Collected data entries:
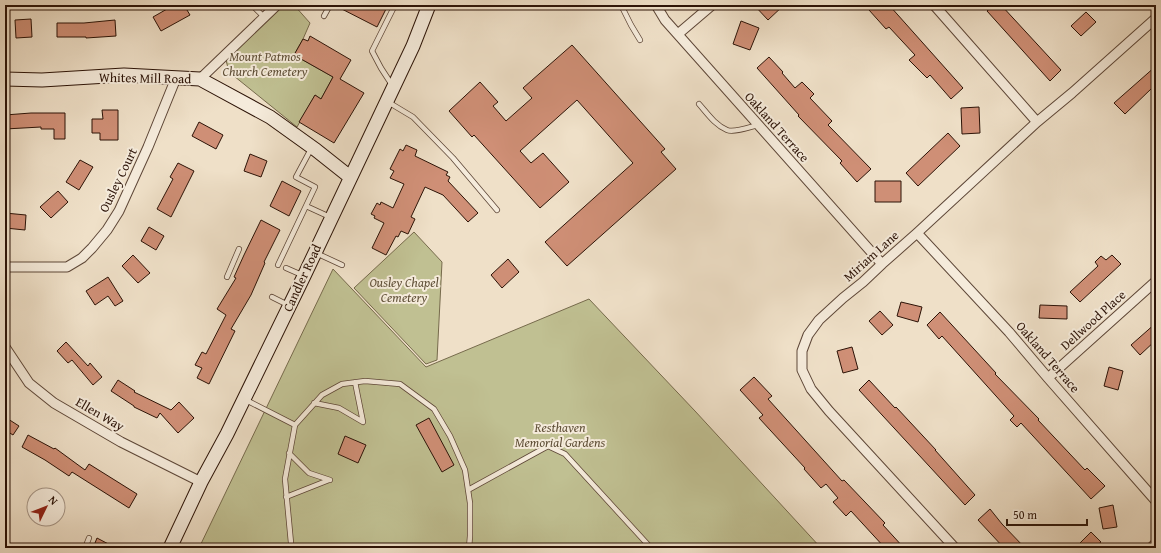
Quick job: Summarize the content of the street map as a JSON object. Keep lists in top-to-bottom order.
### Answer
{
  "streets": {
    "main road": ["Whites Mill Road", "Candler Road"],
    "street": [
      "Oakland Terrace",
      "Ousley Court",
      "Miriam Lane",
      "Dellwood Place",
      "Ellen Way"
    ]
  },
  "crossings": [
    ["Whites Mill Road", "Ousley Court"],
    ["Whites Mill Road", "Candler Road"],
    ["Oakland Terrace", "Miriam Lane"],
    ["Oakland Terrace", "Dellwood Place"],
    ["Candler Road", "Ellen Way"]
  ],
  "parks": ["Mount Patmos Church Cemetery", "Ousley Chapel Cemetery", "Resthaven Memorial Gardens"],
  "scale_bar": "50 m",
  "north": "top right"
}
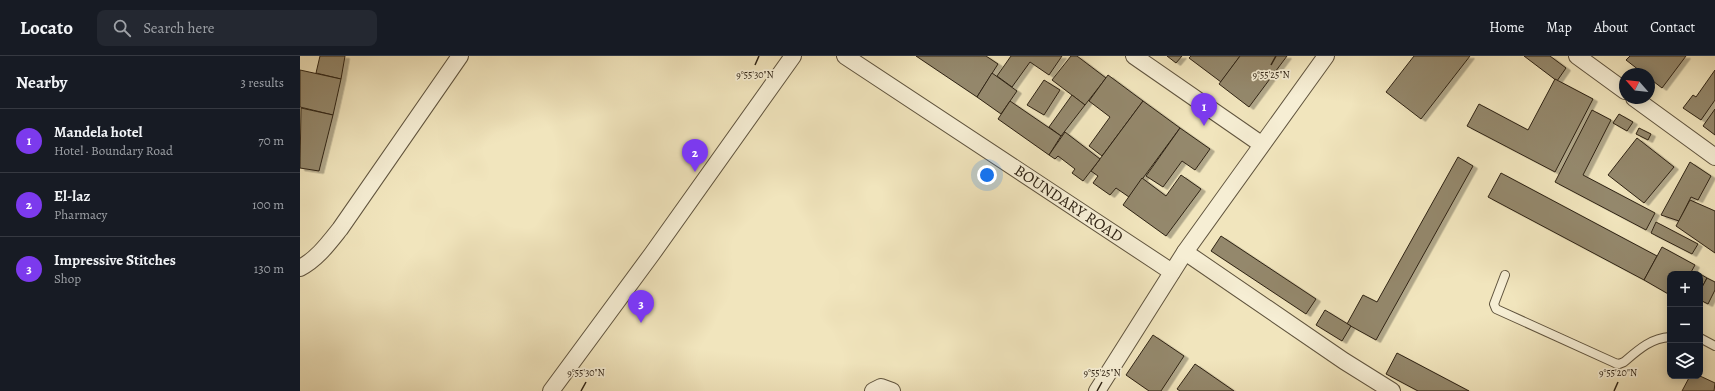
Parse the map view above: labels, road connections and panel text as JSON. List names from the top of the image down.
{
  "streets": {
    "street": ["BOUNDARY ROAD"]
  },
  "north": "top left",
  "page": {
    "header": "Locato",
    "search": "Search here",
    "nav": [
      "Home",
      "Map",
      "About",
      "Contact"
    ],
    "heading": ["Nearby", "3 results"],
    "pins": ["1", "2", "3"],
    "list": [
      {
        "mark": "1",
        "name": "Mandela hotel",
        "note": "Hotel · Boundary Road",
        "value": "70 m"
      },
      {
        "mark": "2",
        "name": "El-laz",
        "note": "Pharmacy",
        "value": "100 m"
      },
      {
        "mark": "3",
        "name": "Impressive Stitches",
        "note": "Shop",
        "value": "130 m"
      }
    ],
    "map_buttons": ["+", "−"]
  },
  "coordinates": ["9°55'30\"N", "9°55'25\"N", "9°55'20\"N"]
}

How to complete this task: This exercise calls for the records to be given again exactly, without the images.

Solution to this task:
Quick job: Summarize the content of the street map as a JSON object. Keep lists in top-to-bottom order.
### Answer
{
  "streets": {
    "main road": ["Whites Mill Road", "Candler Road"],
    "street": [
      "Oakland Terrace",
      "Ousley Court",
      "Miriam Lane",
      "Dellwood Place",
      "Ellen Way"
    ]
  },
  "crossings": [
    ["Whites Mill Road", "Ousley Court"],
    ["Whites Mill Road", "Candler Road"],
    ["Oakland Terrace", "Miriam Lane"],
    ["Oakland Terrace", "Dellwood Place"],
    ["Candler Road", "Ellen Way"]
  ],
  "parks": ["Mount Patmos Church Cemetery", "Ousley Chapel Cemetery", "Resthaven Memorial Gardens"],
  "scale_bar": "50 m",
  "north": "top right"
}
Parse the map view above: labels, road connections and panel text as JSON. List names from the top of the image down.
{
  "streets": {
    "street": ["BOUNDARY ROAD"]
  },
  "north": "top left",
  "page": {
    "header": "Locato",
    "search": "Search here",
    "nav": [
      "Home",
      "Map",
      "About",
      "Contact"
    ],
    "heading": ["Nearby", "3 results"],
    "pins": ["1", "2", "3"],
    "list": [
      {
        "mark": "1",
        "name": "Mandela hotel",
        "note": "Hotel · Boundary Road",
        "value": "70 m"
      },
      {
        "mark": "2",
        "name": "El-laz",
        "note": "Pharmacy",
        "value": "100 m"
      },
      {
        "mark": "3",
        "name": "Impressive Stitches",
        "note": "Shop",
        "value": "130 m"
      }
    ],
    "map_buttons": ["+", "−"]
  },
  "coordinates": ["9°55'30\"N", "9°55'25\"N", "9°55'20\"N"]
}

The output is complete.